By the time AVX512 is actually used in any meaningful way for single socket desktop PCs there will be much newer CPUs out there and all the hardware enthusiasts would have moved onto the next hyped extension. It was the same hype with TSX too - all the PC gamers and hardware enthusiasts on forums were bigging that up,yet at least on the consumer side its not really done much.
On top of that in the commercial markets it seems to not really made as much impact as enthusiasts think it has - Xeon Phi has AVX512 support and apparently Nvidia was doomed,but they seem to be holding their own.
Lots of servers out there actually still run legacy code anyway,and it takes a long time for software companies to change over to newer extensions. This is because they need to think of the pre-existing userbase,not hardware enthusiasts who upgrade every 5 seconds.
The problem is that if AMD,Nvidia and ARM licensees don't support it either,then it needs Intel to keep pushing it,which is why AVX/AVX2 has taken yonks to get anywhere.
Coffee Lake appears to not support it either.
So basically most of the Intel powered gaming PCs and productivity desktops out there for example won't actually support AVX512.
Edit!!
The main issue,is the AVX512 functionality costs a lot of transistors. This is what AT had to say:
Given what we know about the AVX-512 units in Knights Landing, we also know they are LARGE. Intel quoted to us that the AVX-512 register file could probably fit a whole Atom core inside, and from the chip diagrams we have seen, this equates to around 12-15% of a Skylake core minus the L2 cache (or 9-11% with the L2).
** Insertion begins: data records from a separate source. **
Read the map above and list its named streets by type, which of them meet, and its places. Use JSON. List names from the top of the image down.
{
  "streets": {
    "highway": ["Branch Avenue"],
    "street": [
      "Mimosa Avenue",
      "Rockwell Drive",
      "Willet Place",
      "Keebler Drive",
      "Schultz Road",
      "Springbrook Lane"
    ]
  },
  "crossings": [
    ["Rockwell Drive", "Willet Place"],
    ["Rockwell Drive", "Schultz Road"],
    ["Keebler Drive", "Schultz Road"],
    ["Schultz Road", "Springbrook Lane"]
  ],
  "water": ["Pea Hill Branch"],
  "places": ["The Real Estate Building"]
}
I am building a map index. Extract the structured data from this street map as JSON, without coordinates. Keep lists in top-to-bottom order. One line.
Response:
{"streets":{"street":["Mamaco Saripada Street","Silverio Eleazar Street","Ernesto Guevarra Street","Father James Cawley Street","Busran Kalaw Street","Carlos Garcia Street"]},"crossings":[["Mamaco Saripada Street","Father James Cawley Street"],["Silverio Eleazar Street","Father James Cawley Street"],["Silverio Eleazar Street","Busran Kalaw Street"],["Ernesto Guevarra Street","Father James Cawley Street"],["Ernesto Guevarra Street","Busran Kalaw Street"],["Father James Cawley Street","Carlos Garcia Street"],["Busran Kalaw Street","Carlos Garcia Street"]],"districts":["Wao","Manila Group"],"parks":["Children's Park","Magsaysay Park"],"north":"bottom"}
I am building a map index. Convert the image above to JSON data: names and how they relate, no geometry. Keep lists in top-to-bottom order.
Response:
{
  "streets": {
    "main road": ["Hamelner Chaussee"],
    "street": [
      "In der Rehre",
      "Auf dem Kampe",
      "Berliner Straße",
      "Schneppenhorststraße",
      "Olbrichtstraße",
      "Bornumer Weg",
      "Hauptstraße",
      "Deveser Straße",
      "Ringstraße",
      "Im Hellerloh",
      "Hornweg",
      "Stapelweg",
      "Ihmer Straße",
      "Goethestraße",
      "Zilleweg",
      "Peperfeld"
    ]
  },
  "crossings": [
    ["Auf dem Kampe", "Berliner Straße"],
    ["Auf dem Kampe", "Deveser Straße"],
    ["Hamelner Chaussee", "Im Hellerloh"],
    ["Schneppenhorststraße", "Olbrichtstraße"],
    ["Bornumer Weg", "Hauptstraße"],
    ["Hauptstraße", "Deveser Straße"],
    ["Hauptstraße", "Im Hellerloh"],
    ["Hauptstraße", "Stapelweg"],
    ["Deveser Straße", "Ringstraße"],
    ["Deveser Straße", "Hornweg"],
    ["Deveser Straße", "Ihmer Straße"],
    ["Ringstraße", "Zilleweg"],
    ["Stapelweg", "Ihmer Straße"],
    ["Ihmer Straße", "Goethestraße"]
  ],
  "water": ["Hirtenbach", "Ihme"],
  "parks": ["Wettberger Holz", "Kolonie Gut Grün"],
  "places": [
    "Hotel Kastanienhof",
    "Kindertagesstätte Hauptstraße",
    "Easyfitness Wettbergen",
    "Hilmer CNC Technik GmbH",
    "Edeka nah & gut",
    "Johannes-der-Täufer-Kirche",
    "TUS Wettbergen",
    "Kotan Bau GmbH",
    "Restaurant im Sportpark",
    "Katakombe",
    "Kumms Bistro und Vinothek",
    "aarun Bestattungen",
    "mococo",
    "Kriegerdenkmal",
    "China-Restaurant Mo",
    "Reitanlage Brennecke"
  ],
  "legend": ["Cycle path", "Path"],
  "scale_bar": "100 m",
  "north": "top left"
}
As seen with Knights Landing, the AVX-512 silicon takes up most of the space.
Second Edit!!
Also the consoles don't support AVX512 either,so do people honestly think for gaming it will start to see any large scale usage at all?? Again it would require Intel to pump more money into forcing devs to use it.
Third Edit!!
Apparently looking over on AT forums,even AVX512 support is segmented too(12 different sets),so that means even if AVX512 support were to start becoming more relevant in a few years there is no guarantee whether the current chips will be that great at it anyway,as they are not fully compliant even now let alone if there are any new additions.